>>
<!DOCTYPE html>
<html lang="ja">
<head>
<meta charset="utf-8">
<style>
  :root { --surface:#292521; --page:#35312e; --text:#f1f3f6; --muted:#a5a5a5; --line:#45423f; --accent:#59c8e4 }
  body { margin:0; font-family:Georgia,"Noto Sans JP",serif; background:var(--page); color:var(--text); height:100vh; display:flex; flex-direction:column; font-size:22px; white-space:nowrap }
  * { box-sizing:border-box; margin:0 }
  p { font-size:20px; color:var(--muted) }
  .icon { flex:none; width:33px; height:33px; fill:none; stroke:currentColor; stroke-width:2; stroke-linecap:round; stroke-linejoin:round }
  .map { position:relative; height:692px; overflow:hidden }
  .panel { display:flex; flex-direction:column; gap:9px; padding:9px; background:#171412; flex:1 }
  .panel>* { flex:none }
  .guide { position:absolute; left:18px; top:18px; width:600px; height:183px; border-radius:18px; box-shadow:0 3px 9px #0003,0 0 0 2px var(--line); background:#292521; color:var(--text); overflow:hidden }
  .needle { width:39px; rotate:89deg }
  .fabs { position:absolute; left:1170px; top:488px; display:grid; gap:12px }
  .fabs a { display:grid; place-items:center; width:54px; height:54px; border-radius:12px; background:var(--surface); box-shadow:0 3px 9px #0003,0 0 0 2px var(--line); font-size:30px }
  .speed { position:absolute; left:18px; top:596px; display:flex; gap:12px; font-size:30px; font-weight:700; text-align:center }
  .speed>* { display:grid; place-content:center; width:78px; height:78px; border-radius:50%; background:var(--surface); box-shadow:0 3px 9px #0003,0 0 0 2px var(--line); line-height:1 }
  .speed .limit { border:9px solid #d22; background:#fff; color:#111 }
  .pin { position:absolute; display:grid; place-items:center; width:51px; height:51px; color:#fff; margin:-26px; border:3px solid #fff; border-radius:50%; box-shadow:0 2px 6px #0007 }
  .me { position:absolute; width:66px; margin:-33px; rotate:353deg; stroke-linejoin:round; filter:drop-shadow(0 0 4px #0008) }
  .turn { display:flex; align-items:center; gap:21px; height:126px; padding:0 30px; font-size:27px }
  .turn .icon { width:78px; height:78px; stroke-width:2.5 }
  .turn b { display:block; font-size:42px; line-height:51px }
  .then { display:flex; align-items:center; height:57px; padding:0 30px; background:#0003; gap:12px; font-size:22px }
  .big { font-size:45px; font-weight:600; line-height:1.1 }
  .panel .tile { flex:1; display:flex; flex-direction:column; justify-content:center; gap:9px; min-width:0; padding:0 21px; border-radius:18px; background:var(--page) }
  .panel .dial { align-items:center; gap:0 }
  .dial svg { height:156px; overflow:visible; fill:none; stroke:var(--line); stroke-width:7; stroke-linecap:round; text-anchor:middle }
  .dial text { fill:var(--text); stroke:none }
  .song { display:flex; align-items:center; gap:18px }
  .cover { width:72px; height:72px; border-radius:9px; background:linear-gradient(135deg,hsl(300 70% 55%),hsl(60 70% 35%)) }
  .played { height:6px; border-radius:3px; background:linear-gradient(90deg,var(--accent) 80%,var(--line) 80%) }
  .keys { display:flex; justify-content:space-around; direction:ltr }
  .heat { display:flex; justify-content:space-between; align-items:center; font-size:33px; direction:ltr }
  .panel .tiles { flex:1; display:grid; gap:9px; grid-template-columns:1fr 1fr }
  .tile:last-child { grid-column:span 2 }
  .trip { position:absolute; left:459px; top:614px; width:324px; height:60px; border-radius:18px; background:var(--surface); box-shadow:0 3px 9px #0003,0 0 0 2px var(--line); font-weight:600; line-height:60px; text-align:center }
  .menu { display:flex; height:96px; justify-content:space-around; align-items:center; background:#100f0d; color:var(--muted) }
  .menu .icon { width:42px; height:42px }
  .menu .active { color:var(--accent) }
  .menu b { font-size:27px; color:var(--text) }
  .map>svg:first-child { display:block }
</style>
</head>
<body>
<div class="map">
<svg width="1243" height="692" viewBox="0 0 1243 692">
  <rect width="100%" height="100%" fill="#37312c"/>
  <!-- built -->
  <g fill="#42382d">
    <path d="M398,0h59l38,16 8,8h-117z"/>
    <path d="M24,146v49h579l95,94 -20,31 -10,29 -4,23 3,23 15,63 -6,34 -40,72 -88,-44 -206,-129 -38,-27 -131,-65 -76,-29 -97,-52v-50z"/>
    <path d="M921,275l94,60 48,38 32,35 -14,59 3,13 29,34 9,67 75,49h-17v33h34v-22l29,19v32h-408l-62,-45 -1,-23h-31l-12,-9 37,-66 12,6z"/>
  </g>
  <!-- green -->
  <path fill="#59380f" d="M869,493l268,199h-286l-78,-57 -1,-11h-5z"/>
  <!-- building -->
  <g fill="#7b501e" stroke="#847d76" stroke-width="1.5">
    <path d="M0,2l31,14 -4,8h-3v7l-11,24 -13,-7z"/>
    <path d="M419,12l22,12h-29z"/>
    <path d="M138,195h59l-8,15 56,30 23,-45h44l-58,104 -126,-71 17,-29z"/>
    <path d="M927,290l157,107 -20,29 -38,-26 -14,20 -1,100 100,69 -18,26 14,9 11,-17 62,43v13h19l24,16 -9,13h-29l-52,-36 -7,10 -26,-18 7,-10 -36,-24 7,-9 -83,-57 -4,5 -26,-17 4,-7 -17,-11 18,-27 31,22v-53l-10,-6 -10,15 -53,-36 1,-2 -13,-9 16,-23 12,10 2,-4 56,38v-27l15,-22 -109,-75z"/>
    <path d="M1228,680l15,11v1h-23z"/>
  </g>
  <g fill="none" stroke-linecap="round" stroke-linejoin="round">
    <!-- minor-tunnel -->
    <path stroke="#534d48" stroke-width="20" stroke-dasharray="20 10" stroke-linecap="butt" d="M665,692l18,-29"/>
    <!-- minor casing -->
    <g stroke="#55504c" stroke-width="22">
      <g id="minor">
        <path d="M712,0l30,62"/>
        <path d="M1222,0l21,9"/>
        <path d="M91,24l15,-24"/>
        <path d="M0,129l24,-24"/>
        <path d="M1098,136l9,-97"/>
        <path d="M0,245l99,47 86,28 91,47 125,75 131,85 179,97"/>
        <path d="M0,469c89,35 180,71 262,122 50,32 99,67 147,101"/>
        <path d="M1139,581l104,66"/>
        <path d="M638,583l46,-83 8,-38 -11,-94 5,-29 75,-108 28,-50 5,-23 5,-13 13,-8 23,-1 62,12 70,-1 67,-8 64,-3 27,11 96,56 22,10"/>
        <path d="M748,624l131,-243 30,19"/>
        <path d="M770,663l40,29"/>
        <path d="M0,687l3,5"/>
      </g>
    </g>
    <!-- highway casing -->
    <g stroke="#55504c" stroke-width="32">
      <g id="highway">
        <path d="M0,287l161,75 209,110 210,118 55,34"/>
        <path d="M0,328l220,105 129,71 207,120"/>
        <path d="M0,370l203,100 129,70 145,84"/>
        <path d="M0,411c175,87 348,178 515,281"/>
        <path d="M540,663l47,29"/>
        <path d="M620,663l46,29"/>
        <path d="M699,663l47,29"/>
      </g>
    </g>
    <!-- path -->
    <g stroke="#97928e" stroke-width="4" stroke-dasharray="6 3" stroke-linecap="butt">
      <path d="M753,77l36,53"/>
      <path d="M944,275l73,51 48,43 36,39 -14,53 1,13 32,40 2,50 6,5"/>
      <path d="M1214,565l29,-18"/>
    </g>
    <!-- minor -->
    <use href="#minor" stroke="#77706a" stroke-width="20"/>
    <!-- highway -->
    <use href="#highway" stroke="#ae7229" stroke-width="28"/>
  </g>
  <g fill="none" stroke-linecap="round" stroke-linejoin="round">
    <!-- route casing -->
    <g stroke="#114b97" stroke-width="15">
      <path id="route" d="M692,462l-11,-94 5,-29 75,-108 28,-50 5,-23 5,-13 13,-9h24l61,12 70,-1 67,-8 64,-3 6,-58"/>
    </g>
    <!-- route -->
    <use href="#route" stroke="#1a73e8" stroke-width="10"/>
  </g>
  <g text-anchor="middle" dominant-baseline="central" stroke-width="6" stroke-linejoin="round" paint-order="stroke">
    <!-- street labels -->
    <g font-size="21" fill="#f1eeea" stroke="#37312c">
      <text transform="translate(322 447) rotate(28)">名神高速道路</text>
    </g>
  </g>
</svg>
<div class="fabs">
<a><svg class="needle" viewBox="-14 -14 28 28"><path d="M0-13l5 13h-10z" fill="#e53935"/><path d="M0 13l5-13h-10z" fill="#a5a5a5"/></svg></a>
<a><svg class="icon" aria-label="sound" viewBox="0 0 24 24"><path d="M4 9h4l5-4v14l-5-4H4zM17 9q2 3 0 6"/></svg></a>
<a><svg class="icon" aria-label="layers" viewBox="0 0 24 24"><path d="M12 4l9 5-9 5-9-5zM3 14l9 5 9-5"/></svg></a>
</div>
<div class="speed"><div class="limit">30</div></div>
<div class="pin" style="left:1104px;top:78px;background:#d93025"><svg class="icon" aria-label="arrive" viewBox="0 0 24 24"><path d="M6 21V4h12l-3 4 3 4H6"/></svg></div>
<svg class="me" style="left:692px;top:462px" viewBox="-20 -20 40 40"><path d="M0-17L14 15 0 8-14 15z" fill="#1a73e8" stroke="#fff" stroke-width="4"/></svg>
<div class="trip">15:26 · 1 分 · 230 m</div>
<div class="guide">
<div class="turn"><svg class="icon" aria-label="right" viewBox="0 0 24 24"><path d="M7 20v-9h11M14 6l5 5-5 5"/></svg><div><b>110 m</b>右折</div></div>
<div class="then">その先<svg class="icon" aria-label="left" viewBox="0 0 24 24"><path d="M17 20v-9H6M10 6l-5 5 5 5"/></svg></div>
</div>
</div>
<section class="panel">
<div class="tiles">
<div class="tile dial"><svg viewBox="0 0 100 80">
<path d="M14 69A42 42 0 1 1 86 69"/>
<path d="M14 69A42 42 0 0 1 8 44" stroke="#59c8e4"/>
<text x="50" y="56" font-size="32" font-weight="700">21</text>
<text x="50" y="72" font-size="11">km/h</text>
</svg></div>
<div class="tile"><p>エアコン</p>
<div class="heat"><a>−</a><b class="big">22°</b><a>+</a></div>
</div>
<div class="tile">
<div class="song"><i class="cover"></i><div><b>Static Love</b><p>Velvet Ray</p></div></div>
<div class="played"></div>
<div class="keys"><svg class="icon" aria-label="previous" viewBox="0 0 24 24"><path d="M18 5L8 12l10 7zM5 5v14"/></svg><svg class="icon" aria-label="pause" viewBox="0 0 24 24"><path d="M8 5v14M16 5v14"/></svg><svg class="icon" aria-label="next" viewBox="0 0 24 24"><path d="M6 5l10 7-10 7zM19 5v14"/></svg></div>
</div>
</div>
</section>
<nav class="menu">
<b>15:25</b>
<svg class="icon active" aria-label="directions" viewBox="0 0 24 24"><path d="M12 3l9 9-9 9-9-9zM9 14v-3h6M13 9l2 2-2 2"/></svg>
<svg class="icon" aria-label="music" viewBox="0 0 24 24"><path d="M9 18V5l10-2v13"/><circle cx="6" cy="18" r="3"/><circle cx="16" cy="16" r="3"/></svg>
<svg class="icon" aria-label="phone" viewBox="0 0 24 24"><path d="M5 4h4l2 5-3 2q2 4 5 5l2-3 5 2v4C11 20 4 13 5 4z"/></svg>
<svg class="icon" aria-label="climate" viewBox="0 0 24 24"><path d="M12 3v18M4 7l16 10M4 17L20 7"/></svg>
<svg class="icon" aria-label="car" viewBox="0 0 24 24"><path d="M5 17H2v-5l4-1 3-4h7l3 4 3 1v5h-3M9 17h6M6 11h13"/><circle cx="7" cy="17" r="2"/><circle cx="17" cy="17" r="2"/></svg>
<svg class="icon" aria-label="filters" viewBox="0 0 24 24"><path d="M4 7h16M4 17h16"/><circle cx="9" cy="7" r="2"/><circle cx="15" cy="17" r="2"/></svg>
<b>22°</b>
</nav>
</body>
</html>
<<
◆ **TASK**: From the records, copy out each line that includes the string "played".

◆ **TASK SOLUTION**:
  .played { height:6px; border-radius:3px; background:linear-gradient(90deg,var(--accent) 80%,var(--line) 80%) }
<div class="played"></div>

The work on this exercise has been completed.